His tactical nous and famous motivational skills returned the “Old Lady” to the top of the Italian game, and the team is poised to challenge for honors at home and abroad in the coming years. The 10-month ban with which Conte has been slapped won’t stop this from happening.
Conte was sanctioned by the Italian Football Federation (FIGC) for his role in the “Scommessopoli” (or “Calcioscommesse”) match-fixing scandal. He was convicted of having knowledge that a Serie B game between Siena (the club he managed in 2010-11) and Albinoleffe was fixed and not reporting it to the authorities. The FIGC announced the punishment earlier this month, and an Italian court rejected Conte’s appeal on Tuesday.
The man who led Juventus to an unbeaten league campaign last season will be absent from the sidelines for the entire 2012-13 season. Earlier this month, the club announced that Conte will remain in his role — regardless of the outcome of the trial and appeal. He is that important to the current Juve project.
The lenient nature of the ban ensures that Juventus will continue to benefit from the Conte effect. Like any manager, he can work with the team on a day-to-day basis, lead practice and pick the gameday squad. But he will be barred from communicating with the team before and during the games (at the stadium), and he won’t talk to the media afterwards.
On gameday, assistant coach Massimo Carrera will be the outward-looking face of the club, but Conte will be the sun around which the world of Juve revolves during the week. Director general Beppe Marotta was unwavering in his support of the 43-year-old tactician, according to Football Italia.
“Antonio was the main architect of winning the league and, even considering the fact that the modern role of the coach is primarily to manage his group, we are convinced that the work to take place during the week is still fundamental,” Marotta said.
“The game will be a bit like an examination for a student, who must study in the days before so as to pass.
“He is the manager of a group that recognizes him as a leader, whilst Juventus are champions and we are convinced that will make up for his absence.”
Rather than destabilize the winning environment Conte created in Turin, the scandal could serve as a motivating force at the club. Fans and officials lay claim to the two Serie A titles (2005 and 2006) that were stripped because of Juve’s involvement in the “Calciopoli” scandal in 2006. Conte’s ban, and those of his assistants Cristian Stellini and Angelo Alessio, only adds to Juve’s sense of injustice.

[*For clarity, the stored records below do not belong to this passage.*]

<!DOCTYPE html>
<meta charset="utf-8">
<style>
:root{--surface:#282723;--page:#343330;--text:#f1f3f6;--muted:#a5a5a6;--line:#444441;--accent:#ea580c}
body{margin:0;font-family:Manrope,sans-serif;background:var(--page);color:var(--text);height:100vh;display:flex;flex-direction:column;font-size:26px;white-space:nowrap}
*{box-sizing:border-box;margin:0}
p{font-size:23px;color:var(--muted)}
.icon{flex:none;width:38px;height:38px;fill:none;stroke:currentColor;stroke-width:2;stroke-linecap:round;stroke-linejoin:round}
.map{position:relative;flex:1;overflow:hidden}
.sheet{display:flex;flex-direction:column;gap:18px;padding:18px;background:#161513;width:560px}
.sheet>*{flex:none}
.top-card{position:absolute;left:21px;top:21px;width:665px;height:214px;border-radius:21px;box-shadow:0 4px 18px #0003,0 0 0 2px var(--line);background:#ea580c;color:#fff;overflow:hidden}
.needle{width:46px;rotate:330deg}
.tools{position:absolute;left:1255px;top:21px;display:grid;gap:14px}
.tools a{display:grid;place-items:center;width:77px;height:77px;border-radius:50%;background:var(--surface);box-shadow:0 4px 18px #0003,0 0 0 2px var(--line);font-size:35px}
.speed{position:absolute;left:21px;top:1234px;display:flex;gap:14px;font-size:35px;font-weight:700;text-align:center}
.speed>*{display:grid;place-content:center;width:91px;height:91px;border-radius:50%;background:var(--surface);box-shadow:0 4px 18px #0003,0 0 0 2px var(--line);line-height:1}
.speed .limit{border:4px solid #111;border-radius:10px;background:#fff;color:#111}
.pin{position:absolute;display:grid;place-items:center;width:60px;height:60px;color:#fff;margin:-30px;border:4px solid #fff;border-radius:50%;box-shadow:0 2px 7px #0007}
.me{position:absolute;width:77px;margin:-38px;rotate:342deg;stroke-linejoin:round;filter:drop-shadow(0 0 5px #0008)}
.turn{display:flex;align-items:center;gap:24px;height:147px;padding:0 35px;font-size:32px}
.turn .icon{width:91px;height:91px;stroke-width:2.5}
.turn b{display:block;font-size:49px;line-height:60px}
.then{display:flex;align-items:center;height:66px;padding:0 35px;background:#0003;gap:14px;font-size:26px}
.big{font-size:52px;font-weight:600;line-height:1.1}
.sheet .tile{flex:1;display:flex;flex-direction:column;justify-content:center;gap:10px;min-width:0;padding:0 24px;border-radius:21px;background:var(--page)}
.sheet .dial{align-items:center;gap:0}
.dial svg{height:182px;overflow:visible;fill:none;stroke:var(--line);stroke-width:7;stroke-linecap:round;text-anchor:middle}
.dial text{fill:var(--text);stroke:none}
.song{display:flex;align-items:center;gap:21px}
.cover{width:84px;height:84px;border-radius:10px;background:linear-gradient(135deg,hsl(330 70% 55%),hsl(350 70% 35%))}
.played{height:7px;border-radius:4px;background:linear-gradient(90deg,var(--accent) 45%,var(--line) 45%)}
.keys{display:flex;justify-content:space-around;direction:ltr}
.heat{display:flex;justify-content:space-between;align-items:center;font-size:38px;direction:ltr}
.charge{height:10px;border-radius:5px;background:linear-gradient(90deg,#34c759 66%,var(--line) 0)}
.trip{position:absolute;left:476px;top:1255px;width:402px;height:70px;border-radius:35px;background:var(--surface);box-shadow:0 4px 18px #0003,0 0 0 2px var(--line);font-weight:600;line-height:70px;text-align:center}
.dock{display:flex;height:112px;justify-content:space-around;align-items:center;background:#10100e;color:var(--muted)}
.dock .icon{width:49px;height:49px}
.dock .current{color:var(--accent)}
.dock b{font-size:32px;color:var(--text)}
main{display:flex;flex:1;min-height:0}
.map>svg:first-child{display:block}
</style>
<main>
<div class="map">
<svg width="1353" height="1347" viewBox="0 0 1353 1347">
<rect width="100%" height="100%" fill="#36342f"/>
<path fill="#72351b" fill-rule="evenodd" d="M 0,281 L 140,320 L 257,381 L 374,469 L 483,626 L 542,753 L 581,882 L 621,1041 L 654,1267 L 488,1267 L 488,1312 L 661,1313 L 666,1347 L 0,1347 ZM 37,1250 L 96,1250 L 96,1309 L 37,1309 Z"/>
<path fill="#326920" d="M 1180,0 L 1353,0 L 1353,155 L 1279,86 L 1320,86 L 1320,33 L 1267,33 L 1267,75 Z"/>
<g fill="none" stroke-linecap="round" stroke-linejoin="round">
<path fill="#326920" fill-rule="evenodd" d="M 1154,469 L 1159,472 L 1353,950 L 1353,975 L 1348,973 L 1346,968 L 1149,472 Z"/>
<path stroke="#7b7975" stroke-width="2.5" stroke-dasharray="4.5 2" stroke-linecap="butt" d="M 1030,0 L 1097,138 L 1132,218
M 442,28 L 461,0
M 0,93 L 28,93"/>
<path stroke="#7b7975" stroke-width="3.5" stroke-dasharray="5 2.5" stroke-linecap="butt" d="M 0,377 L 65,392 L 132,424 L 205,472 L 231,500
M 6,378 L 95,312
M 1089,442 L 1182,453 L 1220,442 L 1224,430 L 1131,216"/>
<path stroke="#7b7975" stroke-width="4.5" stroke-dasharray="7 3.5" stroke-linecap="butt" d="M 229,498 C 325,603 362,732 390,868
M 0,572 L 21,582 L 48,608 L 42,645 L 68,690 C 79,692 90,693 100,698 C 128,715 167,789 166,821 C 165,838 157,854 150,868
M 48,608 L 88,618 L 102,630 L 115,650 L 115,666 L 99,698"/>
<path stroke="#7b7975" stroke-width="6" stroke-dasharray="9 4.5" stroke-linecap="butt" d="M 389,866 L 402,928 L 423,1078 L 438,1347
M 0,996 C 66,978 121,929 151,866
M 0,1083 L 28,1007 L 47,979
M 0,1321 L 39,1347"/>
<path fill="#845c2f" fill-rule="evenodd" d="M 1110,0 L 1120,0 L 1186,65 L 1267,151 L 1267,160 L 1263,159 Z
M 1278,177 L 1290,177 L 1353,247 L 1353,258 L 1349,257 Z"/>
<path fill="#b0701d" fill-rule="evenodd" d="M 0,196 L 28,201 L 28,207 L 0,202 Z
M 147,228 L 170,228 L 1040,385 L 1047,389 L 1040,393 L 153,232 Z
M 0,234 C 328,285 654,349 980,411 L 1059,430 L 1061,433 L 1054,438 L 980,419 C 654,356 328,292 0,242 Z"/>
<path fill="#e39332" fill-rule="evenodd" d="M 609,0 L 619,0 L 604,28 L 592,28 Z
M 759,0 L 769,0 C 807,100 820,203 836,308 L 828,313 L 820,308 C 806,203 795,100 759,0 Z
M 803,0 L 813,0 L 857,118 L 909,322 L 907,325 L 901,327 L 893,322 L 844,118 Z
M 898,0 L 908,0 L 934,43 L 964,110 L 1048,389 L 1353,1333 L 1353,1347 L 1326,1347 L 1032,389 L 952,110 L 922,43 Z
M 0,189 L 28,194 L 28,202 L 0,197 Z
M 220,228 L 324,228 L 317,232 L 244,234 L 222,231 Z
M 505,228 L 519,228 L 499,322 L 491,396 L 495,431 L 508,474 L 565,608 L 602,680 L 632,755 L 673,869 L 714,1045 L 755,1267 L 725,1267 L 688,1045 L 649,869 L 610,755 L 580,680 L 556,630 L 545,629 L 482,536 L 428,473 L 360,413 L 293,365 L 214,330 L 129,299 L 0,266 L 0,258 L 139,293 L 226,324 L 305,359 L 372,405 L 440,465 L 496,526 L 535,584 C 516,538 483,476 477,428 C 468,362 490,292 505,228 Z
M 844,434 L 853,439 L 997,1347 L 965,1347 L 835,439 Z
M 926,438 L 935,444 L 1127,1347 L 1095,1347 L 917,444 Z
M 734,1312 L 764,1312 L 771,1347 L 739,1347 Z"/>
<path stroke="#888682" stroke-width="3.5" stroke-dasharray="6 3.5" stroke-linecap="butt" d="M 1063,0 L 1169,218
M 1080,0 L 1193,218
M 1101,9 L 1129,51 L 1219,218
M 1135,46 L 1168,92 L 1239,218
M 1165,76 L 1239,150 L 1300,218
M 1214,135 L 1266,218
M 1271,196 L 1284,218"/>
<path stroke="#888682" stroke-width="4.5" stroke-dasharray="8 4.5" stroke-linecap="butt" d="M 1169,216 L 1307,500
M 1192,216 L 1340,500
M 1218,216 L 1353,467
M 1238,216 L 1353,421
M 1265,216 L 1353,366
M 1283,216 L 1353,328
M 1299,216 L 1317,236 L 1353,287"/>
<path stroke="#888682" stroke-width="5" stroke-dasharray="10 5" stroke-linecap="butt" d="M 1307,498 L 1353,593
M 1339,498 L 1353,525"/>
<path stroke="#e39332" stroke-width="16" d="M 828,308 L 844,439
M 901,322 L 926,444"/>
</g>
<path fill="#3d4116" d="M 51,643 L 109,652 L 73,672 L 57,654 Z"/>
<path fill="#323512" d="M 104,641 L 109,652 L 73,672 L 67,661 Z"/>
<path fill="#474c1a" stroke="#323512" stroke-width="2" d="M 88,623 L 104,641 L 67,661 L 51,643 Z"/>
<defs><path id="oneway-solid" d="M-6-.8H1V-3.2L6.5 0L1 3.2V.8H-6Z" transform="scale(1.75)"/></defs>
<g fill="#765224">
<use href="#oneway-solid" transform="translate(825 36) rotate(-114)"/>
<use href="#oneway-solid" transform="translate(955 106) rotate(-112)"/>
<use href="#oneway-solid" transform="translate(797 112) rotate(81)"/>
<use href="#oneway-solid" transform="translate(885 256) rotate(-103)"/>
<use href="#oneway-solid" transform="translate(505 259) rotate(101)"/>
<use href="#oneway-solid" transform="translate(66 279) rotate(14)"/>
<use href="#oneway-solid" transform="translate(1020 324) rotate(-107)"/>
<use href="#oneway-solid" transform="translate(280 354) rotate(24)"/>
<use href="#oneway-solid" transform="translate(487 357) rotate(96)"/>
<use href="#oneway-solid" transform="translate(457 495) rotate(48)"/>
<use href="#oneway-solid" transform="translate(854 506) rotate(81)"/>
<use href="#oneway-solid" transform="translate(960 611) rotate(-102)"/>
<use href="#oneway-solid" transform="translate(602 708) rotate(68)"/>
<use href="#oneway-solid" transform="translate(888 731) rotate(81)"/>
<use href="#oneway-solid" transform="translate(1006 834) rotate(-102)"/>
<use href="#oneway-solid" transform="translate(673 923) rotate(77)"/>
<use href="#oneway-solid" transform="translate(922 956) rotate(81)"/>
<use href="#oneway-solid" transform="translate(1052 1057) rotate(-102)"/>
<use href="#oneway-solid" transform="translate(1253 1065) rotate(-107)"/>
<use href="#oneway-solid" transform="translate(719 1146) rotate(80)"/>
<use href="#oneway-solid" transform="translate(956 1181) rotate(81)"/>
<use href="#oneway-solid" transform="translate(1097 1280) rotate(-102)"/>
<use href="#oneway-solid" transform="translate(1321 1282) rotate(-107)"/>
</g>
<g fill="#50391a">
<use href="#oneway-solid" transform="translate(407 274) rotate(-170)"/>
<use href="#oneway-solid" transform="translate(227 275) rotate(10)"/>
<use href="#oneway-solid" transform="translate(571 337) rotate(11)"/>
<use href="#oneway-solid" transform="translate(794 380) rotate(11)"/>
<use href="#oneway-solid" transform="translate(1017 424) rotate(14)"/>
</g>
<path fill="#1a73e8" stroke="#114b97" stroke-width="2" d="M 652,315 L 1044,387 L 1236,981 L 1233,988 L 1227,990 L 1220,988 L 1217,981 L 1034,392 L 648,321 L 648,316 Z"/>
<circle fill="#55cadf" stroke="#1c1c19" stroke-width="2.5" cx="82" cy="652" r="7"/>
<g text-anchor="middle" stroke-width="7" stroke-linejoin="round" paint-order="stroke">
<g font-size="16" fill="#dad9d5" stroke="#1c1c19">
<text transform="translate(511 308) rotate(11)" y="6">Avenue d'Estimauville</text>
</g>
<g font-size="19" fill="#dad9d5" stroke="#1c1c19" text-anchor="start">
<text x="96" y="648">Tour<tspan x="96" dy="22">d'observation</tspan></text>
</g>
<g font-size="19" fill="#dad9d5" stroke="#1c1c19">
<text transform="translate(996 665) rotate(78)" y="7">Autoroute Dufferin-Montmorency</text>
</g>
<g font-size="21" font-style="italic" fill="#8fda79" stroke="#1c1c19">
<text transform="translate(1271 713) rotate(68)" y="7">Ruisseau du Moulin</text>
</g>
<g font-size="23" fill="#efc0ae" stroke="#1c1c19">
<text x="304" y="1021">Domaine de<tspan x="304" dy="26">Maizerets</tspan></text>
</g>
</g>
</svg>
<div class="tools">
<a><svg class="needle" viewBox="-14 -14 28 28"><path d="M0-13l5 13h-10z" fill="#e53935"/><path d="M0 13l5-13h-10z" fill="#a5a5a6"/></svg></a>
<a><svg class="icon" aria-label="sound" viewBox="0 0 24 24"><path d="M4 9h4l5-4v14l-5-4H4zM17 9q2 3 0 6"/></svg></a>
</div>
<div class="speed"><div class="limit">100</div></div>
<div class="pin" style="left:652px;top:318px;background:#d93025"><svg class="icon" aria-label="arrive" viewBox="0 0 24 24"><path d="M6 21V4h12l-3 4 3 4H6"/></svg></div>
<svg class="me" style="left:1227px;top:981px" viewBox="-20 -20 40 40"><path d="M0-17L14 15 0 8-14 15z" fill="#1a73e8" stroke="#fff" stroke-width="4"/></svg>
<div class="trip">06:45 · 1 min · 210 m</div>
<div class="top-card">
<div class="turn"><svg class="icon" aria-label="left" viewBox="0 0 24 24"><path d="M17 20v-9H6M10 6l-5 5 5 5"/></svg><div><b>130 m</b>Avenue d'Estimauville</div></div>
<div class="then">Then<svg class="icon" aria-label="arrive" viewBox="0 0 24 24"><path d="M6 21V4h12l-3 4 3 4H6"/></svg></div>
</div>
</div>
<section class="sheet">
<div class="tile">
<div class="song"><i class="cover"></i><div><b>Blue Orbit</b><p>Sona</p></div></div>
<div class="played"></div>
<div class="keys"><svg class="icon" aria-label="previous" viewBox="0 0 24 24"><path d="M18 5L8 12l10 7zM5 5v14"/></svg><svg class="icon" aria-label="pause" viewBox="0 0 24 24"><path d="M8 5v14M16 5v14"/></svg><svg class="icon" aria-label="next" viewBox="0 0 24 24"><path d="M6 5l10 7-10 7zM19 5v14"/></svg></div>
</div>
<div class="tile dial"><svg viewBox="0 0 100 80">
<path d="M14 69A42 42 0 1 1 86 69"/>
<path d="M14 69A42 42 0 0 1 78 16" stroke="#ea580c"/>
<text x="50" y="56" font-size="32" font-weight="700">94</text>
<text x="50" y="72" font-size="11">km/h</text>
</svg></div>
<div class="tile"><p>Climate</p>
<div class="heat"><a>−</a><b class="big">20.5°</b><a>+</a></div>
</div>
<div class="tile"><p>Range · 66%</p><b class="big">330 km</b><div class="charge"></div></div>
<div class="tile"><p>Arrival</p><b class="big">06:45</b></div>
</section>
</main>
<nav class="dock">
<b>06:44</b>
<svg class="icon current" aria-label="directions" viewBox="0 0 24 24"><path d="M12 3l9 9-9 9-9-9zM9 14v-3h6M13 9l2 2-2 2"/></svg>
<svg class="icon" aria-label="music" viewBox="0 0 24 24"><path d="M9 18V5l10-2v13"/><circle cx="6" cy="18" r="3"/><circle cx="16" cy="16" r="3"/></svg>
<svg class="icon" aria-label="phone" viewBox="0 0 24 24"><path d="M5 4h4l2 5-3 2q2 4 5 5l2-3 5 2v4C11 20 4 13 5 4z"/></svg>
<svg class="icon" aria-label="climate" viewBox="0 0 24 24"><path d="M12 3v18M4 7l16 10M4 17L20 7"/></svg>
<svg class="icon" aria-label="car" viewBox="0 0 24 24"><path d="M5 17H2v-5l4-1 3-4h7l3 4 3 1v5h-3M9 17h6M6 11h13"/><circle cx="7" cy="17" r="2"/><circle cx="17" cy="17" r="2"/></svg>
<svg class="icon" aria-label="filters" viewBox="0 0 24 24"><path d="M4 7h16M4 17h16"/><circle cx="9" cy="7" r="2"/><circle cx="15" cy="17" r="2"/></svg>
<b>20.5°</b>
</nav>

One need only look at the 2007-08 New England Patriots to see what can happen when a team rallies around its embattled leader. Before that National Football League (NFL) season, head coach Bill Belichick was charged with ordering members of his staff to illegally videotape opposition coaches during games. Belichick and the Patriots were punished — to the fullest extent — for the “Spygate” scandal. Their players responded with one of the most dominant campaigns in NFL history.
It’s unlikely that a man of iron will like Conte will let his personal troubles derail his club’s fierce march into the future. At this point, the most visable negative effect has been a failure to land Robin van Persie from Arsenal. Top players will be wary of joining a club that is hounded by scandal, but the clock is already ticking toward June 9, 2013, when Conte’s sideline ban will be lifted (the Italian Olympic Committe will hear his appeal in September, and it could reduce his band). Juve still may lack that “world-class” forward, but it already enjoyed a fruitful summer in the transfer market. Kwadwo Asamoah and Mauricio Isla were signed from Udinese, Lucio joined from Inter Milan and Sebastian Giovinco returns from Parma.
Those reinforcements should keep Juventus far ahead of the chasing pack of Italian clubs, and it will embark on the UEFA Champions League campaign with talent, confidence and depth. Juventus may not go unbeaten in 43 of 44 games as it did last season, but it will continue to move forward because the one who is most responsible for that feat remains firmly in place. That will remain the case for the forseeable future.